Description of the task
Your job with the data below is to output exactly the lines from the one holding "M102,18l30,32 -31,30 -31,-32z" down to the one holding "M1499,492l29,33 -37,31 -29,-33z", both included, and no others.

Listed records
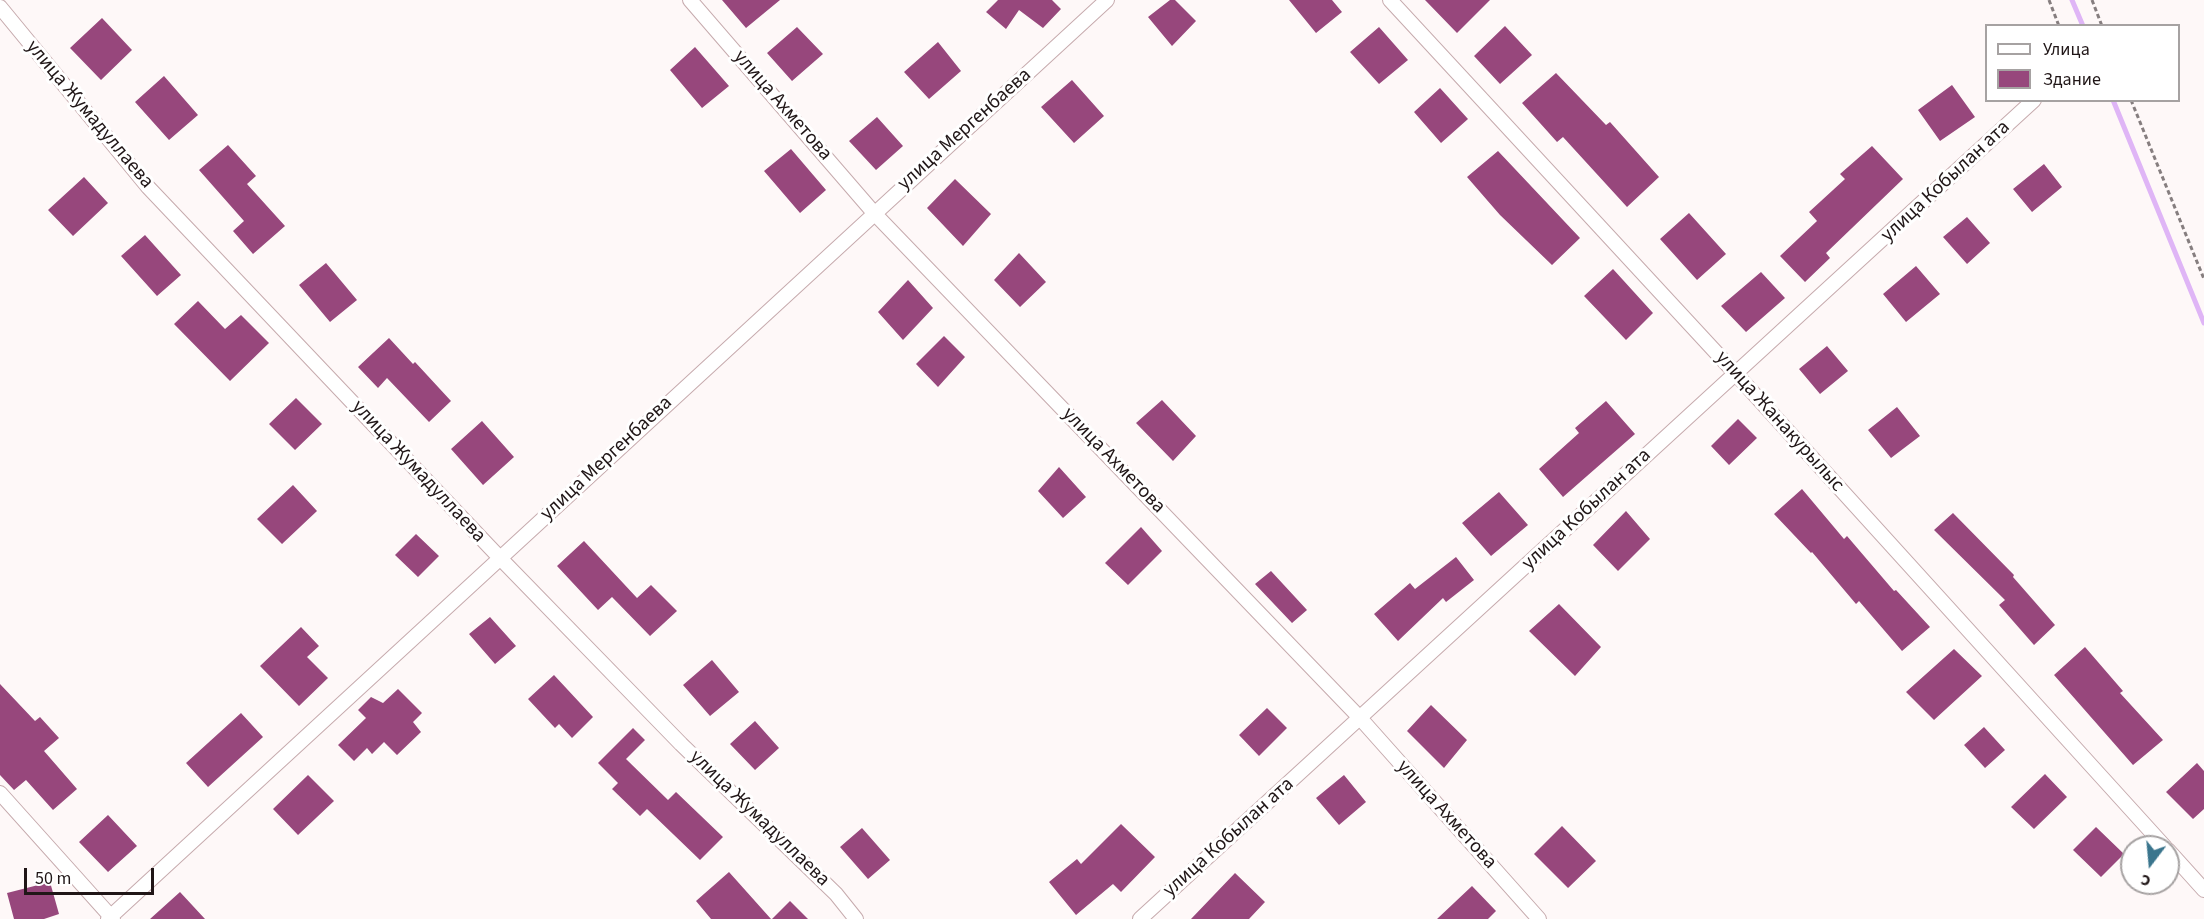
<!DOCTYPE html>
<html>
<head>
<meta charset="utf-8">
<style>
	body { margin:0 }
	#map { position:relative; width:2204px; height:919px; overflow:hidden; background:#fef8f8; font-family:"Source Sans 3",sans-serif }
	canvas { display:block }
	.legend { position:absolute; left:1985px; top:24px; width:195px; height:78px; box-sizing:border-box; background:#fff; border:2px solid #a6a2a2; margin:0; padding:8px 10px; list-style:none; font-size:18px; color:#201617 }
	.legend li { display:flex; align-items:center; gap:12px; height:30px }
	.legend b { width:30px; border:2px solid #a6a2a2 }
	.north { position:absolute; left:2120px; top:835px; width:60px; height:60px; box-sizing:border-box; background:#fff; border:2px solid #a6a2a2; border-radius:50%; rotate:196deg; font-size:16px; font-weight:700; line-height:24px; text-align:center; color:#201617 }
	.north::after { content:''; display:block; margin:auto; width:21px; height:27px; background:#3a758d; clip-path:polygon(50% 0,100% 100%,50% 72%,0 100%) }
	.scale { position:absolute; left:24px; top:868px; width:130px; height:27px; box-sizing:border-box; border:3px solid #201617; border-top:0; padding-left:8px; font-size:18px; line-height:21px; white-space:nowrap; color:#201617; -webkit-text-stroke:4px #fff; paint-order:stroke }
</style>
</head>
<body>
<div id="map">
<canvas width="2204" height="919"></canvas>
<ul class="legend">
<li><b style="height:8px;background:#fff"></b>Улица</li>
<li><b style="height:16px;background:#97477c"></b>Здание</li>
</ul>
<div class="north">С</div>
<div class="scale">50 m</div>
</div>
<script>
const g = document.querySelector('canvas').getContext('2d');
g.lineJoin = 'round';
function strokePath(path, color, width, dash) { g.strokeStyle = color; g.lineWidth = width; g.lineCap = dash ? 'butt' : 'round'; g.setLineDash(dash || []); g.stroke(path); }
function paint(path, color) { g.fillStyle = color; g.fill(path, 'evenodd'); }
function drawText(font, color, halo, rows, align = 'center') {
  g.font = font + ' "Source Sans 3",sans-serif'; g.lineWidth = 6; g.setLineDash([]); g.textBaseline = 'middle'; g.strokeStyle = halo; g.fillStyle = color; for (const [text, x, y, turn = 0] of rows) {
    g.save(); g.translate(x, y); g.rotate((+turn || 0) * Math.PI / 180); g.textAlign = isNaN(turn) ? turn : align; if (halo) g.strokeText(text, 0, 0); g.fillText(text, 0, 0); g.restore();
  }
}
strokePath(new Path2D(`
	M2072,0l11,26
	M2113,100l91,223`), '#dfb5f6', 5);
paint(new Path2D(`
	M722,0h58l-34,28z
	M998,0h54l9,9 -18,19 -24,-18 -13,19 -20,-17z
	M1170,0h5l21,21 -24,25 -24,-29z
	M1289,0h43l10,12 -26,21z
	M1425,0h65l-33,33z
	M102,18l30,32 -31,30 -31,-32z
	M1505,26l27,29 -32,29 -26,-28z
	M797,27l26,27 -31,27 -25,-28z
	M1379,27l29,33 -29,24 -29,-32z
	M938,42l23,29 -32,28 -25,-27z
	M695,47l34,39 -27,22 -32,-38z
	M1556,73l50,52 4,-3 49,55 -32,30 -64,-70 -6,5 -35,-39z
	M164,76l34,39 -29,25 -34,-38z
	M1072,80l32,36 -30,27 -33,-36z
	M1952,85l23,32 -35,24 -22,-31z
	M1440,88l28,31 -27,24 -27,-31z
	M877,117l26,29 -27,24 -27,-29z
	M228,145l28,31 -9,8 38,42 -32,28 -20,-23 11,-10 -45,-51z
	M1872,146l31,33 -77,74 4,5 -25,24 -25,-26 37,-35 -8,-9 36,-33 -5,-5z
	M791,149l35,41 -26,23 -36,-42z
	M1498,151l82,87 -28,27 -52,-50 -33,-38z
	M2044,164l18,23 -30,25 -19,-23z
	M84,177l24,26 -35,33 -25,-26z
	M955,179l36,35 -28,32 -36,-38z
	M1689,213l37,41 -29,26 -37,-41z
	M1967,217l23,26 -23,21 -24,-27z
	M145,235l36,40 -24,21 -36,-40z
	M1019,253l27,29 -26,25 -26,-27z
	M326,263l31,37 -27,22 -31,-37z
	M1916,266l24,28 -34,28 -23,-28z
	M1613,269l40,44 -27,27 -42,-44z
	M1761,272l24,26 -39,34 -25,-26z
	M908,280l25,28 -30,32 -25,-28z
	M198,301l27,28 16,-14 28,28 -39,38 -56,-57z
	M944,336l21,21 -27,30 -22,-23z
	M389,338l24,26 2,-2 36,39 -22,21 -42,-44 -9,10 -20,-21z
	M1827,346l21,25 -28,23 -21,-25z
	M296,398l26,26 -27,26 -26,-26z
	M1162,400l34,36 -23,25 -37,-38z
	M1606,401l29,33 -72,63 -24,-28 40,-36 -4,-5z
	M1897,407l23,29 -29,22 -23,-28z
	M1738,419l19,19 -28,27 -18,-19z
	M482,421l32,36 -31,28 -32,-36z
	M1059,467l27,30 -23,21 -25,-27z
	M293,485l24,26 -35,33 -25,-25z
	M1802,489l42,50 3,-3 47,55 2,-1 34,37 -28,24 -43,-50 -3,3 -44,-52 -1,1 -37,-39z
	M1499,492l29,33 -37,31 -29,-33z
	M1626,511l24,28 -32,32 -25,-26z
	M1953,513l61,62 -1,2 42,48 -21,20 -35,-40 6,-5 -71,-70z
	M1141,527l21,24 -34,34 -23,-22z
	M416,534l23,22 -21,21 -23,-22z
	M584,541l53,57 14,-13 26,26 -27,25 -38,-39 -14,13 -41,-44z
	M1456,557l18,23 -28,22 -3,-4 -45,43 -24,-27 36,-31 5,6z
	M1271,571l36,39 -15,13 -37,-39z
	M1559,604l42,43 -26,29 -46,-45z
	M490,617l26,29 -21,18 -26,-30z
	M301,627l18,19 -12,11 21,21 -29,28 -39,-40z
	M2085,647l38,44 -3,2 43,47 -30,25 -79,-90z
	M1954,649l28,27 -48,44 -28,-28z
	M712,660l27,32 -29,24 -27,-31z
	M554,675l39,42 -21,21 -13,-14 -4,4 -27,-29z
	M0,684l35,37 5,-4 19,21 -15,13 33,38 -24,21 -27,-30 -12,10 -14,-15z
	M398,689l24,24 -9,9 8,10 -24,23 -13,-13 -12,12 -5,-6 -13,13 -16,-16 28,-27 -8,-8 13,-13 12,6z
	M1431,705l36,35 -23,28 -37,-37z
	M1267,708l20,20 -28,28 -20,-21z
	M241,713l22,24 -55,50 -22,-24z
	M755,721l24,27 -24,22 -25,-26z
	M1984,727l21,23 -20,18 -21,-23z
	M633,728l12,12 -19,19 42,41 8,-8 47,45 -23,23 -53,-51 -7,7 -28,-27 6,-6 -20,-20z
	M2197,763l7,8v38l-11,10 -27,-27z
	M2045,774l22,23 -33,32 -23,-22z
	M308,775l26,26 -36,34 -25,-26z
	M1344,775l22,27 -27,23 -23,-27z
	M108,815l29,31 -29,26 -29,-30z
	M1121,824l34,33 -34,35 -8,-8 -37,31 -27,-33 28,-23 4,5z
	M1562,826l34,35 -28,27 -34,-34z
	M2096,827l28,27 -23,23 -28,-27z
	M862,828l28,32 -22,19 -28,-32z
	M729,872l42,47h-60l-15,-18z
	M1235,873l30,29 -16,17h-58z
	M50,882l9,32 -15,5h-30l-7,-26z
	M1472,886l24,25 -8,8h-51z
	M180,892l25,27h-55z
	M790,901l18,18h-36z`), '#97477c');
const street = new Path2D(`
	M690,0l184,213 486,505 179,201
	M1390,0l346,374 429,473
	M0,7l148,180 352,371 181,186 155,150 20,25
	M0,793l113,126
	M2168,850l36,40
	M108,919l999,-919
	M1140,919l894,-819`);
strokePath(street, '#c6aaad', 16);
strokePath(new Path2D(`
	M2049,0l10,26
	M2092,0l10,26
	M2131,100l73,179`), '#867e7f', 3, [4.5, 3]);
strokePath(street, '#fff', 14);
drawText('20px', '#201617', '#fff', [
	["улица Ахметова",782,106,49],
	["улица Жумадуллаева",89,115,50],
	["улица Мергенбаева",965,130,-42],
	["улица Кобылан ата",1946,182,-43],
	["улица Жанакурылыс",1779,422,48],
	["улица Мергенбаева",607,459,-43],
	["улица Ахметова",1113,461,46],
	["улица Жумадуллаева",418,472,47],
	["улица Кобылан ата",1587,510,-43],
	["улица Ахметова",1446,815,48],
	["улица Жумадуллаева",759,819,44],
	["улица Кобылан ата",1229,838,-42]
]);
</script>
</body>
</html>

Output for this exercise
	M102,18l30,32 -31,30 -31,-32z
	M1505,26l27,29 -32,29 -26,-28z
	M797,27l26,27 -31,27 -25,-28z
	M1379,27l29,33 -29,24 -29,-32z
	M938,42l23,29 -32,28 -25,-27z
	M695,47l34,39 -27,22 -32,-38z
	M1556,73l50,52 4,-3 49,55 -32,30 -64,-70 -6,5 -35,-39z
	M164,76l34,39 -29,25 -34,-38z
	M1072,80l32,36 -30,27 -33,-36z
	M1952,85l23,32 -35,24 -22,-31z
	M1440,88l28,31 -27,24 -27,-31z
	M877,117l26,29 -27,24 -27,-29z
	M228,145l28,31 -9,8 38,42 -32,28 -20,-23 11,-10 -45,-51z
	M1872,146l31,33 -77,74 4,5 -25,24 -25,-26 37,-35 -8,-9 36,-33 -5,-5z
	M791,149l35,41 -26,23 -36,-42z
	M1498,151l82,87 -28,27 -52,-50 -33,-38z
	M2044,164l18,23 -30,25 -19,-23z
	M84,177l24,26 -35,33 -25,-26z
	M955,179l36,35 -28,32 -36,-38z
	M1689,213l37,41 -29,26 -37,-41z
	M1967,217l23,26 -23,21 -24,-27z
	M145,235l36,40 -24,21 -36,-40z
	M1019,253l27,29 -26,25 -26,-27z
	M326,263l31,37 -27,22 -31,-37z
	M1916,266l24,28 -34,28 -23,-28z
	M1613,269l40,44 -27,27 -42,-44z
	M1761,272l24,26 -39,34 -25,-26z
	M908,280l25,28 -30,32 -25,-28z
	M198,301l27,28 16,-14 28,28 -39,38 -56,-57z
	M944,336l21,21 -27,30 -22,-23z
	M389,338l24,26 2,-2 36,39 -22,21 -42,-44 -9,10 -20,-21z
	M1827,346l21,25 -28,23 -21,-25z
	M296,398l26,26 -27,26 -26,-26z
	M1162,400l34,36 -23,25 -37,-38z
	M1606,401l29,33 -72,63 -24,-28 40,-36 -4,-5z
	M1897,407l23,29 -29,22 -23,-28z
	M1738,419l19,19 -28,27 -18,-19z
	M482,421l32,36 -31,28 -32,-36z
	M1059,467l27,30 -23,21 -25,-27z
	M293,485l24,26 -35,33 -25,-25z
	M1802,489l42,50 3,-3 47,55 2,-1 34,37 -28,24 -43,-50 -3,3 -44,-52 -1,1 -37,-39z
	M1499,492l29,33 -37,31 -29,-33z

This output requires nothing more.